All of the Navy Cove appellants, and all of the three sets of claimant/appellees, claim an interest in the Navy Cove property by virtue of an administrator’s deed, dated August 27, 1872, and filed October 6, 1872, recorded in deed book J, pages 59-60, in the Office of the Judge of Probate of Baldwin County, which was a deed to 14 original bar pilots.

These appeals involve two cases that were combined and consolidated before trial. The first suit was a bill to quiet title in personam to two acres (the Nicholls claim), and it was filed 27 years ago, on May 26, 1960. The Nicholls claim was filed by Eleanor J. Nicholls, William W. Nicholls, and Mary N. Spencer against Divie L. Ki-nard, Quincie A. Godwin, and A.S. Godwin, and was assigned case number 4949. The second suit was assigned case number 7546, and is the main case in which most of the Navy Cove appellants or their predecessors are listed as parties. It was filed on August 11, 1964. This second suit was filed against the other heirs of the 14 original bar pilots and others as tenants in common to five tracts of land, all being a part of the Navy Cove tract.
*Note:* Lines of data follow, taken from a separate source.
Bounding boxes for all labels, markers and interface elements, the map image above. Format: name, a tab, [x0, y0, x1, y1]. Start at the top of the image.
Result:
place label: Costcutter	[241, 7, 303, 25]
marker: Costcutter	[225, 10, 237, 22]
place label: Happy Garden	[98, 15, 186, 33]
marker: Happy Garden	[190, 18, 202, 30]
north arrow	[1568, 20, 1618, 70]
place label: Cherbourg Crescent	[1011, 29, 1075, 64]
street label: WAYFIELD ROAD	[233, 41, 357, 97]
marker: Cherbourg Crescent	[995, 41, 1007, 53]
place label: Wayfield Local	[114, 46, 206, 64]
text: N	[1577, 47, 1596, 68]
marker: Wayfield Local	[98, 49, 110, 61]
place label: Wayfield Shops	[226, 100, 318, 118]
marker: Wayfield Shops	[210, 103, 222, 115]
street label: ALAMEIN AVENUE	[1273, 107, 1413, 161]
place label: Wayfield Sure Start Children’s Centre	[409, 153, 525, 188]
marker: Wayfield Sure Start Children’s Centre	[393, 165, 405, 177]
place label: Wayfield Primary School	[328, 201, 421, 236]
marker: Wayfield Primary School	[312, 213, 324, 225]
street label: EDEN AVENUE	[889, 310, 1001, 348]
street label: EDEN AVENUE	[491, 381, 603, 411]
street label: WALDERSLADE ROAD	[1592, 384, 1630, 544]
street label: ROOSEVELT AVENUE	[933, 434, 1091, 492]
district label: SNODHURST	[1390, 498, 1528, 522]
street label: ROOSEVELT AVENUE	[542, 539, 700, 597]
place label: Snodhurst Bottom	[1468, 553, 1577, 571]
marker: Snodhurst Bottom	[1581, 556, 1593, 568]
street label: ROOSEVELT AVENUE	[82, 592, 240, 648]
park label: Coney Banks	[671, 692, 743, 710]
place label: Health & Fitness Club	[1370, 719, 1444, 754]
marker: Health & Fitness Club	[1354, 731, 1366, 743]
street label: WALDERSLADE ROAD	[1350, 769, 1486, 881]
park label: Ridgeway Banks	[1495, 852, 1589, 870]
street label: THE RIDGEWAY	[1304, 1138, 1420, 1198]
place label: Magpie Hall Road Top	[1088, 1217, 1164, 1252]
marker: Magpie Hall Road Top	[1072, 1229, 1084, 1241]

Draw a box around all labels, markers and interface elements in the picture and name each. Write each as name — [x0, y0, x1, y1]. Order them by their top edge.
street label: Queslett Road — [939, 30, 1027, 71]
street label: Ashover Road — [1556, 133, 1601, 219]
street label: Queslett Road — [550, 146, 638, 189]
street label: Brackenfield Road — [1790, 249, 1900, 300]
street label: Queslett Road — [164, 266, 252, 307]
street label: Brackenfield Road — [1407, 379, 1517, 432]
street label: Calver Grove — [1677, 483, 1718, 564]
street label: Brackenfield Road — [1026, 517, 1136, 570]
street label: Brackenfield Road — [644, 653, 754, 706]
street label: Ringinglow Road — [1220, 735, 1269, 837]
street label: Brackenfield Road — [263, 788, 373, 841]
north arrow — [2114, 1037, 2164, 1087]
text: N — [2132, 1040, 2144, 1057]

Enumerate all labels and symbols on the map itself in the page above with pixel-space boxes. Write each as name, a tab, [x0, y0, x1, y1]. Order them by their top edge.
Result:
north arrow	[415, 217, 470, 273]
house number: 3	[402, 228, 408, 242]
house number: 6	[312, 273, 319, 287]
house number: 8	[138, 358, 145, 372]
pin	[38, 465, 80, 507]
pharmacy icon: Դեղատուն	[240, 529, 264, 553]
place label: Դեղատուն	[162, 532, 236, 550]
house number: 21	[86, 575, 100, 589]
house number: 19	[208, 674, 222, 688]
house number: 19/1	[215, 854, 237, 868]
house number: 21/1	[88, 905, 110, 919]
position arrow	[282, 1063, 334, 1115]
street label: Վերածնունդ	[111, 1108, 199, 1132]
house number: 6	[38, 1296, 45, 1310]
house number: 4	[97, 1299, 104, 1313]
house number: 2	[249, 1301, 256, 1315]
The second suit (case number 7546) was to quiet title in rem and in personam and/or for partition or sale for division.

Various pleadings and substitutions of parties were made during the ensuing years, and the Norville claim, answer, and counterclaim were filed on November 21, 1979.

In May of 1986, the Nicholls claim was amended to include all parties to the combined cause, case number 7546.

The Circuit Court of Baldwin County in an order dated November 15, 1985, ordered the case to be tried on May 13, 1986.

The three claims were tried and resulted in the judgments appealed from.

Appellants, in their brief, set forth the following as the issues presented for review:

“(a) As to the Williams Claim
“1. Did the evidence in this case establish that Marita M. Reinhalter worked an ouster of her co-tenants as to ‘Lot A’ which was brought home to them at least ten years before August 11, 1964, and followed by at least ten (10) years’ adverse possession before August 11, 1964, or when the second suit was filed?
“(b) As to the Norville Claim
“1. Did the evidence in this case establish that Payton Norville worked an ouster of his co-tenants as to the twenty-seven (27) acre parcel which was brought home to them at least ten years before August 11,1964, and followed by at least ten (10) years’ adverse possession before August 11,1964, or when the second suit was filed?
“(c) As to the Nicholls Claim
“1. Was there a sufficient description of the two acre plot contained in any of the deeds under which the [Nichollses] claimed to give color of title to the land ultimately decreed by the trial court to be the [Nichollses’]’ two acres, as well as whether or not there was sufficient proof of ten (10) year or twenty (20) year adverse possession after an ouster of co-tenants as to the particular two acres awarded by the trial court’s amended decree to the [Nichollses]?”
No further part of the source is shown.